- Task item
Among the entries below, find the lines with "hidden" and copy them.

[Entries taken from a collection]
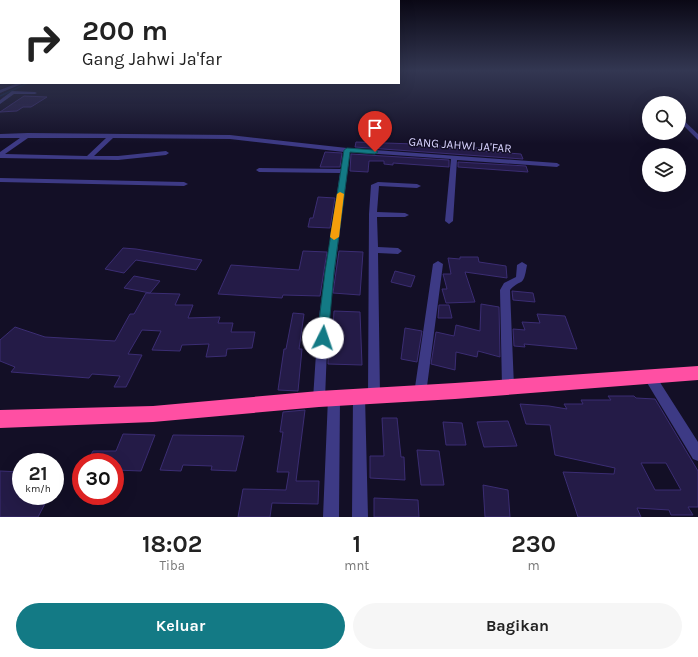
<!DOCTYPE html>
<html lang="id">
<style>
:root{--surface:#fff;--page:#f6f6f6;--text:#222;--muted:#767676;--accent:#137a85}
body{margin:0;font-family:Karla,sans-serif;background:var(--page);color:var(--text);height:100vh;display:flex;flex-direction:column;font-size:15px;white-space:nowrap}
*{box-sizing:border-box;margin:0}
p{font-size:13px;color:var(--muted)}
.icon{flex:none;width:22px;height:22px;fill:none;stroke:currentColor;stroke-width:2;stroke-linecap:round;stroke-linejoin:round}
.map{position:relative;height:517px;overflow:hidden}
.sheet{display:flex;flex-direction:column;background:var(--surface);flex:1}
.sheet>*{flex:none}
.guide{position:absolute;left:0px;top:0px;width:400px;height:84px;box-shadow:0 4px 16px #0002;background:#fff;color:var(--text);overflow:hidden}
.controls{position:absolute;left:642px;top:96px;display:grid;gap:8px}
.controls a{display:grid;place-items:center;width:44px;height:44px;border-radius:50%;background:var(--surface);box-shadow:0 4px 16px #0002;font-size:20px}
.speed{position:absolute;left:12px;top:453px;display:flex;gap:8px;font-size:20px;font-weight:700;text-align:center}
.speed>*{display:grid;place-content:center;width:52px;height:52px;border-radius:50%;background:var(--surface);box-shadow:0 4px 16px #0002;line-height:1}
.speed small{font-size:10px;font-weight:400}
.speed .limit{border:6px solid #d22;background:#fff;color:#111}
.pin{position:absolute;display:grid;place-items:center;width:34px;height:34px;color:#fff;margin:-41px -17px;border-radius:50% 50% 50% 0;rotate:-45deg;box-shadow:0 0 4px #0007}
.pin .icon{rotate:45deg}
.me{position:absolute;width:44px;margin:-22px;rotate:4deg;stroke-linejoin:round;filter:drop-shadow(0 0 3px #0008)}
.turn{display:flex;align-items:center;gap:14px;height:84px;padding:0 16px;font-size:18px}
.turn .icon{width:52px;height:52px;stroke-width:2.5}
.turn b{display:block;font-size:28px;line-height:34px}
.eta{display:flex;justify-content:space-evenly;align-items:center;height:68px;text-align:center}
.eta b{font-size:24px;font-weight:700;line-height:28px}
.cta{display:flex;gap:8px;margin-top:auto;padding:8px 16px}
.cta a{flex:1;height:46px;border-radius:24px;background:var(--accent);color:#fff;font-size:16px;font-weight:700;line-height:46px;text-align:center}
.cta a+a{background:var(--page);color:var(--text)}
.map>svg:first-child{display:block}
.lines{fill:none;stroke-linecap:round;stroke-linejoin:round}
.stream{stroke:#0c2248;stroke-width:1.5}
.building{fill:#241b47;stroke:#3b2d73;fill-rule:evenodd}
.street{fill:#3d3a85;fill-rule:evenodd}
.highway{fill:#ff4fa3;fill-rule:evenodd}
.route{fill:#137a85;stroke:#0c4f56}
.slow{fill:#f59e0b}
.labels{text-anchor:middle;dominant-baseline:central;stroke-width:3;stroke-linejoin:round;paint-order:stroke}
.street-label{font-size:12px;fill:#d9d4ff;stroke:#130f26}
</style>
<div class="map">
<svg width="698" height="517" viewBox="0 0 698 517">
<rect width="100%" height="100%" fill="#130f26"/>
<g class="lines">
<path class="stream" d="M 0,96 L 28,83"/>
</g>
<path class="building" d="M 24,96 L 47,97 L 31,107 L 23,107 L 17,111 L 0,112 Z
M 356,142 L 415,144 L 442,146 L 442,148 L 469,149 L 469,148 L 481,148 L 482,151 L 521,154 L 523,159 L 355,147 Z
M 325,152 L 342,153 L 340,167 L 320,167 Z
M 351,154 L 449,160 L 449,167 L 393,163 L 393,165 L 384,164 L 384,161 L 369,161 L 368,172 L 350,171 Z
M 458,162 L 526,166 L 528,172 L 458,167 Z
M 318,197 L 335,198 L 330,228 L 308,227 L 310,218 L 313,218 Z
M 123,248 L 136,249 L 202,260 L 196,270 L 136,260 L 124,273 L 105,269 Z
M 303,251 L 327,252 L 320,296 L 283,295 L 282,298 L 218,294 L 231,265 L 299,270 Z
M 339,251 L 363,252 L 360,295 L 333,293 Z
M 460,257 L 478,257 L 479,262 L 506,266 L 507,278 L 465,272 L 475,302 L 446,303 L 442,289 L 447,289 L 443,274 L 451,274 L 448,258 L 460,259 Z
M 395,271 L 415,276 L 411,287 L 391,282 Z
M 134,276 L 160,281 L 150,293 L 124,288 Z
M 512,291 L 533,293 L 535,302 L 513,300 Z
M 146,293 L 180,294 L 175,305 L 193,305 L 188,318 L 220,317 L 218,323 L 233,323 L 231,332 L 255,332 L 252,348 L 227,349 L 226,356 L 206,357 L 209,344 L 182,345 L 180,351 L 152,350 L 161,331 L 142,330 L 128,354 L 142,355 L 126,387 L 114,387 L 120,376 L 92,374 L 89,378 L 11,372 L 15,367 L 0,361 L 0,340 L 15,327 L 45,337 L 115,341 L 130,314 L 134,314 Z
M 481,304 L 499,307 L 500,357 L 478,351 L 477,357 L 456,352 L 455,370 L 431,364 L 436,332 L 454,336 L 456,325 L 480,331 Z
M 439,305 L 449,305 L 452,318 L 438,318 Z
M 334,311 L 360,312 L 362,365 L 328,364 L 329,328 L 333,328 Z
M 293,313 L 304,314 L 299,349 L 302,349 L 298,391 L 278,390 L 284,349 L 286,349 Z
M 537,314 L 565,316 L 577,349 L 524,344 L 525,347 L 514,346 L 513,329 L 525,330 L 522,322 L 540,323 Z
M 405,328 L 422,331 L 417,362 L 401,359 Z
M 608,396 L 634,396 L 636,398 L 655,399 L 698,471 L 698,507 L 688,507 L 693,515 L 671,515 L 669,510 L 637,508 L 641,517 L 578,517 L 563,472 L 614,474 L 615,468 L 555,455 L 550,425 L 526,424 L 520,404 L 549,406 L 567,409 L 564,404 L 583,404 L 581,400 L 611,400 ZM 641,463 L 666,463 L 681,490 L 655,490 Z
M 305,410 L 296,481 L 319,481 L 318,504 L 272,503 L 270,517 L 238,517 L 243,489 L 286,490 L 289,472 L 277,472 L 283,432 L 280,432 L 283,412 Z
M 382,418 L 397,418 L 401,457 L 404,457 L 405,480 L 370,478 L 370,456 L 384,456 Z
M 508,421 L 517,446 L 484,447 L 477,422 Z
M 443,422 L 462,423 L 466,445 L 446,445 Z
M 123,434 L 155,435 L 141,471 L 115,470 L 115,462 L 87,462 L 93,451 L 116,451 Z
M 173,435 L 244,436 L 236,471 L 211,470 L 212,466 L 183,465 L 181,471 L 160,470 Z
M 417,450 L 439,451 L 444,485 L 421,485 Z
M 0,471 L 21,472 L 21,496 L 49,496 L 38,517 L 0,517 Z
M 483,485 L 508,490 L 510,517 L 485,517 Z
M 374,498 L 418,500 L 419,517 L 374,517 Z"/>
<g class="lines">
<path class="street" d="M 18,83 L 24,83 L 0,93 L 0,90 Z
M 12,91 L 35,92 L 37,93 L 35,94 L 14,94 L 0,104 L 0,100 Z
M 668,101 L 671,102 L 672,103 L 665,103 Z
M 679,116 L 698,134 L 698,140 L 679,121 Z
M 28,133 L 230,135 L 347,148 L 557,163 L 560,165 L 557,167 L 457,160 L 453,221 L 449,224 L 445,221 L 451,159 L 350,152 L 328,323 L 325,399 L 323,403 L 319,405 L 315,403 L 313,399 L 318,323 L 340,173 L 259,172 L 256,170 L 259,168 L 341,169 L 344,152 L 230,139 L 113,138 L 94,156 L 118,156 L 166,151 L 169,153 L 166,155 L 118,160 L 0,158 L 0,152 L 20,138 L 0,138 L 0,134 ZM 28,138 L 106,138 L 87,156 L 5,154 Z
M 0,178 L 184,182 L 188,184 L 184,186 L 0,182 Z
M 378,182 L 417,184 L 421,186 L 417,188 L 379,186 L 377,212 L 405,213 L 409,215 L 405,217 L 377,217 L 378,247 L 398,248 L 402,251 L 398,254 L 378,253 L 380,396 L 378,400 L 374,402 L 370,400 L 368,396 L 369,214 L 371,185 Z
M 438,261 L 443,264 L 426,394 L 424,398 L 420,400 L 416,398 L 414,394 L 433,264 Z
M 522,262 L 527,265 C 523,289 522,277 510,290 L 514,387 L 512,391 L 508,393 L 504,391 L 502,387 L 500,290 L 504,283 L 516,277 L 517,265 Z
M 650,372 L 654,373 L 698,442 L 698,461 L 693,459 L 646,381 L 644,377 L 646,373 Z
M 359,390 L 363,392 L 365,396 L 368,517 L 352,517 L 353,396 L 355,392 Z
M 334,392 L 338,394 L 340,398 L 339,517 L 323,517 L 328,398 L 330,394 Z"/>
<path class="highway" d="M 698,366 L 698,380 L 455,399 L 319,407 L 153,422 L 0,428 L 0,410 L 153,406 L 319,391 L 455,383 Z"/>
</g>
<linearGradient id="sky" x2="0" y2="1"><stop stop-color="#0a0815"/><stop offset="0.49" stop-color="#333752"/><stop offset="1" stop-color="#333752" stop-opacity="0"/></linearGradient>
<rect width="698" height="144" fill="url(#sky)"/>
<path class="route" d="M 347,148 L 375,150 L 378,152 L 375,154 L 350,152 L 334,272 L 328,338 L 327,341 L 323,343 L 319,341 L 317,338 L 325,272 L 344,150 Z"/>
<path class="slow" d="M 340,192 L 344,194 L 339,237 L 334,240 L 330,237 L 337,194 Z"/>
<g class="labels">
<g class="street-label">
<text transform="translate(460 145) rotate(4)">GANG JAHWI JA'FAR</text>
</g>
</g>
</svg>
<div class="controls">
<a><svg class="icon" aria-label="search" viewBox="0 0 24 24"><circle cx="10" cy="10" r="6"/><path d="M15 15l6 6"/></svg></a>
<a><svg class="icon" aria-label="layers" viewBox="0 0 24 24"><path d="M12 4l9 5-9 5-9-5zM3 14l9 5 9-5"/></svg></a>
</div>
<div class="speed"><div>21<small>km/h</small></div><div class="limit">30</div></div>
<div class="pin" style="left:375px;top:152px;background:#d93025"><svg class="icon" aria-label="arrive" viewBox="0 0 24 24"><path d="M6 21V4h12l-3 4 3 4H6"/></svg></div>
<svg class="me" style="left:323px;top:338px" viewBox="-20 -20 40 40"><circle r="19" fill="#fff"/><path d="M0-13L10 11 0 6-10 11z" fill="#137a85"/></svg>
<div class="guide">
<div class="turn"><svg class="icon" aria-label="right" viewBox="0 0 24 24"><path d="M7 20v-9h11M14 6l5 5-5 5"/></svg><div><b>200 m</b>Gang Jahwi Ja'far</div></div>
</div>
</div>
<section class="sheet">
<div class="eta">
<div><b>18:02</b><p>Tiba</p></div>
<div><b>1</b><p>mnt</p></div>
<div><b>230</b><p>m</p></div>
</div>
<div class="cta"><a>Keluar</a><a>Bagikan</a></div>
</section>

- Expected output
.map{position:relative;height:517px;overflow:hidden}
.guide{position:absolute;left:0px;top:0px;width:400px;height:84px;box-shadow:0 4px 16px #0002;background:#fff;color:var(--text);overflow:hidden}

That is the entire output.